The premise is relatively simple. Two teams of four players cruise around a pinball table from a third-person perspective, bouncing between pinball bumpers while tagging them in their team’s colours to build up a score multiplier combo. Competitors must utilise a variety of movement techniques including power-slides, dashes and double-jumps to claim hard-to-reach bumpers across the map. After enough time, a score gate opens somewhere on the field, allowing players to deposit their accumulated winnings and rack up their score.

Kabounce’s visuals shine through strong contrasts of the always popular blue/orange colour scheme. The game’s thumping soundtrack is an appropriate match!

It’s here that the main competitive twist comes into play. Offensive abilities, such as a ground-pound ‘slam’ attack, enable you to not only knock-out the opposition directly but, vitally, steal their points. This adds both a layer of tension and tactical considerations every time the score gate opens – do you hang back and wait until the coast is clear and potentially earn more points in the interim, or do you bank your points nice and early out of fear of losing them to a slam attack? Additional abilities, such as an area-of-effect rush which auto-targets bumpers, are available to swap in and out of a loadout at the beginning of a match to mix-up the flow of the game.

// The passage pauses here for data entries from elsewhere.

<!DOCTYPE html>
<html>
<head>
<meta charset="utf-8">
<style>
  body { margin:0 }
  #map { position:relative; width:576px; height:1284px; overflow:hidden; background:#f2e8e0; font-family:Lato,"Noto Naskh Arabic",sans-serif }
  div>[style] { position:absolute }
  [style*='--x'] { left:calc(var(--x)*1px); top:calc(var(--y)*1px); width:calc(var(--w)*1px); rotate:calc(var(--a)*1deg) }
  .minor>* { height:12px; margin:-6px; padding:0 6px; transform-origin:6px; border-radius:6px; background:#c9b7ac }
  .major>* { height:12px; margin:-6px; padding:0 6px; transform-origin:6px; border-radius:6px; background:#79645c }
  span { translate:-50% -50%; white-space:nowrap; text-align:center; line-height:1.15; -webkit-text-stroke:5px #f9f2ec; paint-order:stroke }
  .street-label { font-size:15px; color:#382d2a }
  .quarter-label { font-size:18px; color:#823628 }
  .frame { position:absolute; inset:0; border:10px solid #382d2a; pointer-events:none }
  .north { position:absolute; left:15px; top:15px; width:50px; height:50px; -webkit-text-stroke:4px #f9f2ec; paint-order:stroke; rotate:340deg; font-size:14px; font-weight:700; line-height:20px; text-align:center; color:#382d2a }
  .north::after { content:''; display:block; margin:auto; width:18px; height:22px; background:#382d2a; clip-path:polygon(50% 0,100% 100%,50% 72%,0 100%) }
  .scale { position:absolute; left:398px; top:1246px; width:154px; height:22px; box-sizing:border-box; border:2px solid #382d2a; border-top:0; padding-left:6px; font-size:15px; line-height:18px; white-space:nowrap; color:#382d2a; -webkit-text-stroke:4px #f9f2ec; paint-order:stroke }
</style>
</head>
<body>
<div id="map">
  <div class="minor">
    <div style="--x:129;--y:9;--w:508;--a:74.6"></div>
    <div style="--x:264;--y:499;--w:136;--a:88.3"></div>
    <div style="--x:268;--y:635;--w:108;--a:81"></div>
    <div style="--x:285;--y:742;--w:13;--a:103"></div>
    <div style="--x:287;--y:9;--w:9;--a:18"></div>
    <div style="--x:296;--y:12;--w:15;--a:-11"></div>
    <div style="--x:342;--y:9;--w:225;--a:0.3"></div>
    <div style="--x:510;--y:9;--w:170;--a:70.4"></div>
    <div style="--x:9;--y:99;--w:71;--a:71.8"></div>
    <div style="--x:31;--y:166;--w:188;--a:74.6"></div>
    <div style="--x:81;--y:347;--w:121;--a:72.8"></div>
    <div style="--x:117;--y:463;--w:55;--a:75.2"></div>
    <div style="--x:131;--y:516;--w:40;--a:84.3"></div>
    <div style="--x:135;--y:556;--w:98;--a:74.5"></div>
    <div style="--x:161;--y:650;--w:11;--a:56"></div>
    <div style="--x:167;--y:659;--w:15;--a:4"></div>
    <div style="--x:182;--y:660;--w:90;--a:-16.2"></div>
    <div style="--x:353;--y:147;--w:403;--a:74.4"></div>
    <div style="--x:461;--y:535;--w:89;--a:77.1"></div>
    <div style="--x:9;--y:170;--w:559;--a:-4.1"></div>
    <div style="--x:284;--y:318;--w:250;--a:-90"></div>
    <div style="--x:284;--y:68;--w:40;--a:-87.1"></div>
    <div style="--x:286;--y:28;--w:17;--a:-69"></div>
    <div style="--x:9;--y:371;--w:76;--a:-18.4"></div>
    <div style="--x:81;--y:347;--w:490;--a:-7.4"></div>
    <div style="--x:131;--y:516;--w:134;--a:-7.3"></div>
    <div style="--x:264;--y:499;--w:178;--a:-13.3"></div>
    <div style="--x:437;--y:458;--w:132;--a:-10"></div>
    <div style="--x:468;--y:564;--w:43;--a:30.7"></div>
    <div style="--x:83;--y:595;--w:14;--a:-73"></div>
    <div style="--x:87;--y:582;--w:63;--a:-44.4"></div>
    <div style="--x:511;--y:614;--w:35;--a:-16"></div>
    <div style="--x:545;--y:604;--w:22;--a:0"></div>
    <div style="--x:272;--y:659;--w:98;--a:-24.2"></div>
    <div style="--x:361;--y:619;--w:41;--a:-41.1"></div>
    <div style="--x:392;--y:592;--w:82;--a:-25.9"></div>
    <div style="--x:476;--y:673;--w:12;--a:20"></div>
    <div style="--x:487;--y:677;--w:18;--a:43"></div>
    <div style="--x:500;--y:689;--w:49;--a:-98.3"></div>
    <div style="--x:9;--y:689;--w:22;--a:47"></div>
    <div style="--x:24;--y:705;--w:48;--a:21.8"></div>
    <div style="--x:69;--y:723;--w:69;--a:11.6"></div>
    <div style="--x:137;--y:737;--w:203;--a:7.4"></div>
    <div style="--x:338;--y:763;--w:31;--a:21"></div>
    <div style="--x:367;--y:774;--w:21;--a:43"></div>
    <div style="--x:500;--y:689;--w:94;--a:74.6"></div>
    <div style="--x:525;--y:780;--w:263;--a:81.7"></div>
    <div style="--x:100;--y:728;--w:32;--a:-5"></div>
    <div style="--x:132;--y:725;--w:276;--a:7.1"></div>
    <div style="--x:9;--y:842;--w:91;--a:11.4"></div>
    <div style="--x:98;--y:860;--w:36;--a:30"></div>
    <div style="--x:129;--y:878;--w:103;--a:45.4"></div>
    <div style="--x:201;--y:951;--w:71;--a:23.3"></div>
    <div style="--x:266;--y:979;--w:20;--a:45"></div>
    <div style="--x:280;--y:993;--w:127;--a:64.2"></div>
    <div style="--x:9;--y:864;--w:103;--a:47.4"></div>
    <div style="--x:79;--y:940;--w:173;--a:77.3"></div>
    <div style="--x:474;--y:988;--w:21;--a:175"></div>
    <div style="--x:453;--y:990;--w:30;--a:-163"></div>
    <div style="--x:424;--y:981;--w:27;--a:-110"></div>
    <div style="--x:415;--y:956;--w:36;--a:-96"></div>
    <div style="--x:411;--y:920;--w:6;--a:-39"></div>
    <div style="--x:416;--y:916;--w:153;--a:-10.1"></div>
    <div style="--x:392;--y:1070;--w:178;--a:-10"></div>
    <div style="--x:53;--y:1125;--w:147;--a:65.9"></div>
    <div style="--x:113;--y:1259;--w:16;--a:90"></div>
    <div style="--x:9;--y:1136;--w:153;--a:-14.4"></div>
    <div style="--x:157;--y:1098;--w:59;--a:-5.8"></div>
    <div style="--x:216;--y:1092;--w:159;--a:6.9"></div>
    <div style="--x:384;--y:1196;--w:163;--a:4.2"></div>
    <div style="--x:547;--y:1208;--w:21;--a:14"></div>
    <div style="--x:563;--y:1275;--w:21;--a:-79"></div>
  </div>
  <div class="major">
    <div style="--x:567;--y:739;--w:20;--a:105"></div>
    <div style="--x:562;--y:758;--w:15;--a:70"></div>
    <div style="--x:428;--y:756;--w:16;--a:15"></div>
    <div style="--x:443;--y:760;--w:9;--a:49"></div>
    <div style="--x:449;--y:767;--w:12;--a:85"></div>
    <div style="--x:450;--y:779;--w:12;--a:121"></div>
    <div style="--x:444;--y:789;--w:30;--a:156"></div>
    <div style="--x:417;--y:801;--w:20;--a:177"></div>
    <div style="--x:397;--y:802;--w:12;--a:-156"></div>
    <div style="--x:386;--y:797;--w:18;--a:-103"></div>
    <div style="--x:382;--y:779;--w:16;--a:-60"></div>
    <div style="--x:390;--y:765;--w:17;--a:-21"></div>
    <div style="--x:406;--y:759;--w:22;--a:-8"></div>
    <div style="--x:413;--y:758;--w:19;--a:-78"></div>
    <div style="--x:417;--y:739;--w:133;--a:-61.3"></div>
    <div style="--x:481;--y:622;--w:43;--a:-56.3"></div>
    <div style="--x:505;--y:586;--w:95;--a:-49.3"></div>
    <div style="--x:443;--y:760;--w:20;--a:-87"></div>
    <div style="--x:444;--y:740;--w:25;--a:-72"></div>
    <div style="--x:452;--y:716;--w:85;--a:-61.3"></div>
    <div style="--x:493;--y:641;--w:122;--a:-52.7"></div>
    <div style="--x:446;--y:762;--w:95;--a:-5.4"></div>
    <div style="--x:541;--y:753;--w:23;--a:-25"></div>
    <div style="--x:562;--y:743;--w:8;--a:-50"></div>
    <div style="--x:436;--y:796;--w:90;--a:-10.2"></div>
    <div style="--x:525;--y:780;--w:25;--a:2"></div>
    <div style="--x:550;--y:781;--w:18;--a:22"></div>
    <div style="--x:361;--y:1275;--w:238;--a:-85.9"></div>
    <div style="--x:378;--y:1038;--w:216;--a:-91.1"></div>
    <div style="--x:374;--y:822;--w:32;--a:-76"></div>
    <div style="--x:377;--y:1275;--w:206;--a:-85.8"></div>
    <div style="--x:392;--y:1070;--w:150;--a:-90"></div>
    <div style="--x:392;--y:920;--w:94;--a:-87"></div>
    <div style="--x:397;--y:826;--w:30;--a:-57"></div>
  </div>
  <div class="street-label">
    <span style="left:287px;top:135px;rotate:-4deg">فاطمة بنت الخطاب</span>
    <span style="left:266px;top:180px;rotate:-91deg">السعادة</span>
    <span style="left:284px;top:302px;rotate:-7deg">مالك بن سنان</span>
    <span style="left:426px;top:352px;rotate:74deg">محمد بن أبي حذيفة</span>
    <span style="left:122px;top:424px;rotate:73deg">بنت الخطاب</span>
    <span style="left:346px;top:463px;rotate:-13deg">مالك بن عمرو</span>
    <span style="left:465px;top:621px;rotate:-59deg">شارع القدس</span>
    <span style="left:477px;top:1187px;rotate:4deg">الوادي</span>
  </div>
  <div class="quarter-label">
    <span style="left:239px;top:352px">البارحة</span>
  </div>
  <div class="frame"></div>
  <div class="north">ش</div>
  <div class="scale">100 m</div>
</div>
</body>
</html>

Offensive abilities enable you to not only knock-out the opposition directly but, vitally, steal their points.

Much like Overwatch’s infamous loot boxes, collecting loot ball drops act as a nice incentive to levelling up, unlocking customisation of your in-game pinball through a number of pre-prepared ability load-outs and looks. With dozens of funky ‘toppers’ (hats), trails, ‘blinkers’ (glasses), shaders and other wacky accessories to obtain, redeeming loot balls at the Super Smash Brothers-esque slot machine is as satisfying as any typical mobile or ‘gacha’ game. Unlike many contemporaries in that space, however, you can only earn additional loot balls from playing matches or gaining experience points in other ways; there are no paid currencies in effect here.

In addition to some tough time-trials, Challenge Mode also offers another avenue to earn EXP.

For all it borrows from the Rocket League aesthetic and progression model, Kabounce does manage to throw in a few ideas of its own. Challenge Mode, available in both single-player ‘parkour’ and multiplayer split-screen ‘race’ variants, offers a set of time-trials with a focus on besting leaderboard rankings. Do you opt to hit every bumper for additional points or to trim precious seconds off of each run? The tricky scenarios also double-up as a smart, natural extension of the Training Mode, as players teach themselves advanced movement techniques to meet the requirements of each trial.

Unfortunately, Kabounce has one very large obstacle on the table preventing it from hitting the pinball jackpot: its player-base. Over the course of ten matches, spaced out over several days, I was only able to enter two with other human players… and even then, a few bots were still required to fill out empty team slots. This problem is further exacerbated by the fact that Ranked Mode, the primary jumping-off point for the competitive scene, is locked until the 27th of July. I’d be slightly less concerned if the game was still in Early Access, but it entered a full 1.0 release launch in late May earlier this year.

As satisfying as it is to see your pinball named the MVP, it happens a little too often in bot matches!

All of which is truly a shame, as the multiplyer matches where I did manage to play with other humans were some of the most fun moments I had with Kabounce. It was thrilling to watch thinking opponents easily adapting to and countering some of my basic strategies, such as slamming AI bots just as they approach the score gate to deposit their point cache. Suddenly, the full complexities of Kabounce’s movement and ability systems were briefly revealed and I was sucked in.

Ultimately, then, Kabounce clearly has a lot of potential. It may even be worth its current asking price if you have enough players (and controllers) to make investing in local split-screen worth it. But until it has an online player-base that can guarantee that you won’t just be playing against the same teams of bots forever, I can only recommend picking it up during a Steam sale.